COVID protocols include 30% more tables, further apart, and fewer seats per tables. Masks are optional, but recommended when spacing is not possible.
There’s also a drive-through option, for guests who choose to party elsewhere.
As well as an exhibition tent, and a kickoff for Rotary’s Afghan relief resettlement project.
Volunteers are still needed! To help, click here or email firstname.lastname@example.org
Burying Hill’s High Tide Club has been around a long time.
Not as long as the venerable beach perhaps. But its members have seen — and swum in — more than their share of incoming and outgoing tides.
Membership skews older. But recently an influx of younger swimmers has waded into the water. They’ve enjoyed the social gatherings too, while forming one of Westport’s most fun, under-the-radar groups.
Nico Eisenberger reports that at high tide yesterday — just after 4 p.m. — members brought food and drinks to celebrate another great season.
The late summer weather was perfect. The camaraderie was strong. Nico says he and his wife “feel blessed to have this place, and these fun and funky folks, as part of our daily lives here.”
Yesterday’s Westport Kiwanis Club Minuteman Triathlon was another success.
The family-friendly event at Compo Beach included a jetty-to-jetty swim, and short bike and running courses throughout the flat neighborhood streets. It was perfect for first-timers, and families that race together.
It was advertised as open to all abilities, and that was true.
MyTeamTriumph was out in force. The organization helps children, teens, adults and veterans with disabilities who otherwise could not participate in endurance events like triathlons and road races.
Volunteer “angels” take “captains” out on the water in special inflatables.
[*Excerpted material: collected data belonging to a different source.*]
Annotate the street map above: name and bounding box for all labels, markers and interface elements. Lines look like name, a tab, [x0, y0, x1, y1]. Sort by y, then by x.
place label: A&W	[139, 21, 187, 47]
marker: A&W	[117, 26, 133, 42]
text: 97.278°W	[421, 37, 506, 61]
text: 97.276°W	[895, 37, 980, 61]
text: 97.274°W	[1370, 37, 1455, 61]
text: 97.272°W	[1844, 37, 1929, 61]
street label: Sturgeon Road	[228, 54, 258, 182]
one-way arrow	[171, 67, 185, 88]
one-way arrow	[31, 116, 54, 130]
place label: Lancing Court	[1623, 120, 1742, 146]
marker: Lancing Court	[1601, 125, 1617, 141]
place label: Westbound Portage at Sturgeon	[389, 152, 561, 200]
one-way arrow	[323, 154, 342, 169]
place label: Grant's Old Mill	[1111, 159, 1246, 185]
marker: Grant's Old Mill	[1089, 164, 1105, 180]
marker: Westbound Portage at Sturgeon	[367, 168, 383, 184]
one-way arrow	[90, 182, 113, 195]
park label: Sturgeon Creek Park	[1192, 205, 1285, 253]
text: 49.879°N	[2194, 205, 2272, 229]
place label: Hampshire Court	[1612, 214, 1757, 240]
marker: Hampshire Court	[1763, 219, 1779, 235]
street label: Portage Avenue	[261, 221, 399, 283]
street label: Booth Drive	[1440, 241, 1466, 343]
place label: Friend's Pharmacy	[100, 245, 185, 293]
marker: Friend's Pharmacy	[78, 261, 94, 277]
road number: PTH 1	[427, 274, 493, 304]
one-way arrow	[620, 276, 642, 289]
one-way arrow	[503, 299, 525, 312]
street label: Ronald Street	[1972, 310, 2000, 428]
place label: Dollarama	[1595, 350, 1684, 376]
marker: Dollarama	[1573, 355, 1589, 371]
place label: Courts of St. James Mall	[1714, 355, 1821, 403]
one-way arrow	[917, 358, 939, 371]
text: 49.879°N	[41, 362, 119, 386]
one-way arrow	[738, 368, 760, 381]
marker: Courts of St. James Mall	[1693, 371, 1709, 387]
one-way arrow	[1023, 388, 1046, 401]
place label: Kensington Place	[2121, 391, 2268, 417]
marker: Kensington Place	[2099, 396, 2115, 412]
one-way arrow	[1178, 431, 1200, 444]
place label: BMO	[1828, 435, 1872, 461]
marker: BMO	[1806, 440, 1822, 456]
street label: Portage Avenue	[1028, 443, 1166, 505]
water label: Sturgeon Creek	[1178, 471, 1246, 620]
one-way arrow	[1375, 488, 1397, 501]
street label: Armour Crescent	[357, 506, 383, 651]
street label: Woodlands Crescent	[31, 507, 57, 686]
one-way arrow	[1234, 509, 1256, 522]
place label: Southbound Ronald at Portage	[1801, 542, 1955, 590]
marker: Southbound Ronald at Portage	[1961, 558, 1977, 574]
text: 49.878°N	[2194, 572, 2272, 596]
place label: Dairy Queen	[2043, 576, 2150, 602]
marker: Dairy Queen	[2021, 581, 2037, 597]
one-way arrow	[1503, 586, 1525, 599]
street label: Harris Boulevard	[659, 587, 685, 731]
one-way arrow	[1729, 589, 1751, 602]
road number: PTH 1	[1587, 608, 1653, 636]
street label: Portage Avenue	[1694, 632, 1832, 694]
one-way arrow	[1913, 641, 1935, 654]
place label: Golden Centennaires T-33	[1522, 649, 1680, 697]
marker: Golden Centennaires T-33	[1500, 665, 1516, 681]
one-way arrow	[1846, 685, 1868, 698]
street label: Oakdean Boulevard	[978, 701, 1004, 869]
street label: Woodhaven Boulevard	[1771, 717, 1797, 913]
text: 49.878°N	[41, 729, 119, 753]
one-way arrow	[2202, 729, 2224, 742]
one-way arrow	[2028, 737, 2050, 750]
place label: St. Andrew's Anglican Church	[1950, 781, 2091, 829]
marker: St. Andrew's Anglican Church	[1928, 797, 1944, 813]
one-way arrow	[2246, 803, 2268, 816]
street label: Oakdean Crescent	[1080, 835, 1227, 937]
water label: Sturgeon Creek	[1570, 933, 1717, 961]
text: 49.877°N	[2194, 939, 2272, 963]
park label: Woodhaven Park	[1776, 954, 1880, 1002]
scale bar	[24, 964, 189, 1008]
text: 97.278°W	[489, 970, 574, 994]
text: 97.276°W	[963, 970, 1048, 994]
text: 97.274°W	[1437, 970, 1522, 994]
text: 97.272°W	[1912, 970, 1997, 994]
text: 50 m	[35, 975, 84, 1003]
They assist with wheelchairs for the biking and running parts too.
There were plenty of smiles yesterday at the Minuteman Triathlon. And regardless of times, everyone was a winner.
Munich has Oktoberfest. Westport has Westoberfest.
Now we’ve also got Oaktoberfest.
Okay, there’s no drinking, drinking games or lederhosen. But the October 4 event (7 p.m., Wakeman Town Farm) is still worth checking out.
Sponsored by Westport’s Tree Board, it’s a chance to learn about all the good things trees do in our yards — and how to return the favor, by caring for them.
Attendees receive free samplings, too.
Panelists include Mary Ellen Lemay (Aspetuck Land Trust), Danica Doroski (Connecticut Department of Energy and Environmental Protection), Doug Williams (Bartlett Tree Experts), and Tree Board members.
Click here for tickets, and more information.
Jesup Green is the site of this Saturday’s free, outdoor Japanese Fall Festival (September 18, 2-4 p.m.). The event — sponsored by the Japan Society of Fairfield County — features taiko drummers, an Okinawan dance performance, a live play of the Japanese folktale “Tanabata” (“Star-crossed Lovers”), traditional Bon dancing, Japanese calligraphy and a craft activity to make dance hats.
Click here for details.
“06880” has posted many stories and photos of “Gloria,” the oyster boat owned for years by the late Alan Sterling.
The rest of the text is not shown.